Data and Knowledge Architecture
Does the organization have a coherent knowledge architecture that AI can leverage, or is critical information locked in disconnected systems and individuals?
People, Culture and Change Readiness
Is the organization positioned to adopt AI constructively, with the leadership clarity, communication, and change infrastructure that sustainable adoption requires?
Opportunity Clarity and Workflow Fit
Have the highest-value AI opportunities been mapped to specific workflows, with measurable outcomes and implementation risk defined?
Operating Model and Accountability
Are roles, ownership, and decision-making authority clear enough to support consistent, accountable AI adoption across the organization?
Governance, Ethics, and Trust Design
Has the organization defined what AI will do, how it will do it, and what it will not do? Has it built the oversight and transparency structures that employees and customers need to trust AI-assisted interactions?
How It Works
Every engagement begins with the diagnostic. The assessment explores the six framework dimensions through open-ended questions designed to surface an honest picture of where the organization stands. The output is a written assessment of what was heard, what it reveals, and where to focus next. Individual contributions to the assessment are treated with discretion.
Perspectives inform the findings without attribution unless a contributor has explicitly agreed to be identified.

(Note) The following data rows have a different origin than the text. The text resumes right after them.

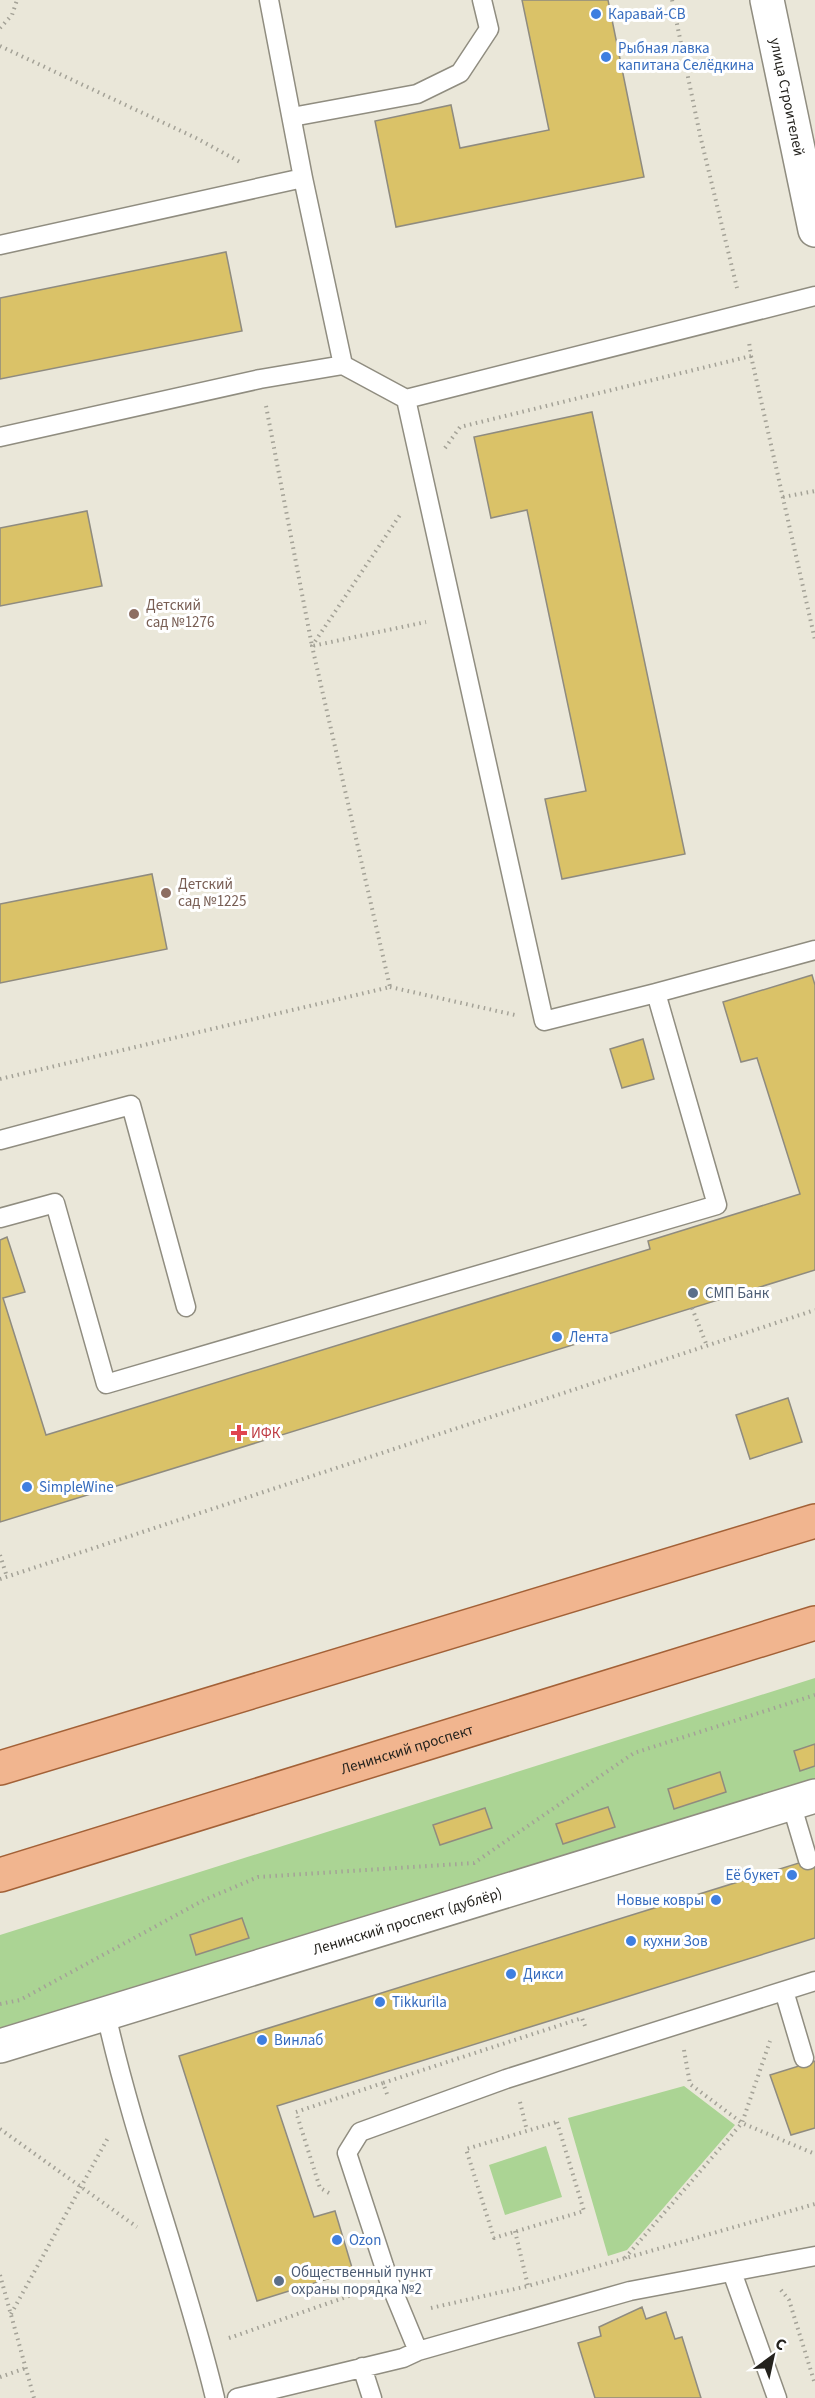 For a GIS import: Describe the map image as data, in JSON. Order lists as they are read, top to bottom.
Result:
{
  "streets": {
    "main road": ["Ленинский проспект"],
    "street": ["улица Строителей", "Ленинский проспект (дублёр)"]
  },
  "places": {
    "other": [
      "Каравай-СВ",
      "Рыбная лавка капитана Селёдкина",
      "Детский сад №1276",
      "Детский сад №1225",
      "СМП Банк",
      "Лента",
      "SimpleWine",
      "Её букет",
      "Новые ковры",
      "кухни Зов",
      "Дикси",
      "Tikkurila",
      "Винлаб",
      "Ozon",
      "Общественный пункт охраны порядка №2"
    ],
    "health": ["ИФК"]
  },
  "north": "top right"
}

What the diagnostic surfaces determines what happens next. Some organizations will focus on foundational work. Others are positioned to continue investing in AI-specific initiatives. In many cases, both happen concurrently: pilots running alongside foundational work, each informing the other.

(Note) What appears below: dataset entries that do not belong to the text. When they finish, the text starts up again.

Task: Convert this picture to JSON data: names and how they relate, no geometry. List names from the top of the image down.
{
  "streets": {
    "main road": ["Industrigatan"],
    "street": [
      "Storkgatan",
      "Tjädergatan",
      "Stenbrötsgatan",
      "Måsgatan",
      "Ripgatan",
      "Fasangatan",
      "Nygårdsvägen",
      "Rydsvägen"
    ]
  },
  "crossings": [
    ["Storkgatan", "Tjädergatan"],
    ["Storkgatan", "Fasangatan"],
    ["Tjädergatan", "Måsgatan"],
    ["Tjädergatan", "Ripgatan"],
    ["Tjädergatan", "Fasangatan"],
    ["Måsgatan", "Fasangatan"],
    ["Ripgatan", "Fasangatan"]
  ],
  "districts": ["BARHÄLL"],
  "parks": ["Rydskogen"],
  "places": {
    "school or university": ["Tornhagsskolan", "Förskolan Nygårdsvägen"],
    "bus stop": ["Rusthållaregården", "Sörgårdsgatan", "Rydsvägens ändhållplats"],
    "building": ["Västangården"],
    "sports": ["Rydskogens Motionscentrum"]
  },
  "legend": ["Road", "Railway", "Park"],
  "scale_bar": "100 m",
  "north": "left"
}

The work is done collaboratively and from the inside out. The organization's own knowledge, leadership context, and customer reality shape the output. Every recommendation emerges from the organization's reality. The goal is to leave the organization more capable of navigating AI decisions independently and sustaining that capability long after the engagement ends.
Who This Is For
This work is designed for leadership teams at growth-stage companies navigating the gap between AI ambition and organizational reality. These are companies past early-stage uncertainty and not yet at enterprise scale, moving through an inflection point generating real pressure from boards, investors, and the organization itself.
The engagement may begin before the first significant AI investment, when leadership wants clarity before committing. It may come after an implementation that didn't deliver as expected. Or it may come when growth has created structural complexity that would be compounded, not resolved, by adding AI without a foundation.
What these moments share is a leadership team willing to be honest about where the organization actually is, and committed to doing the organizational work the technology requires.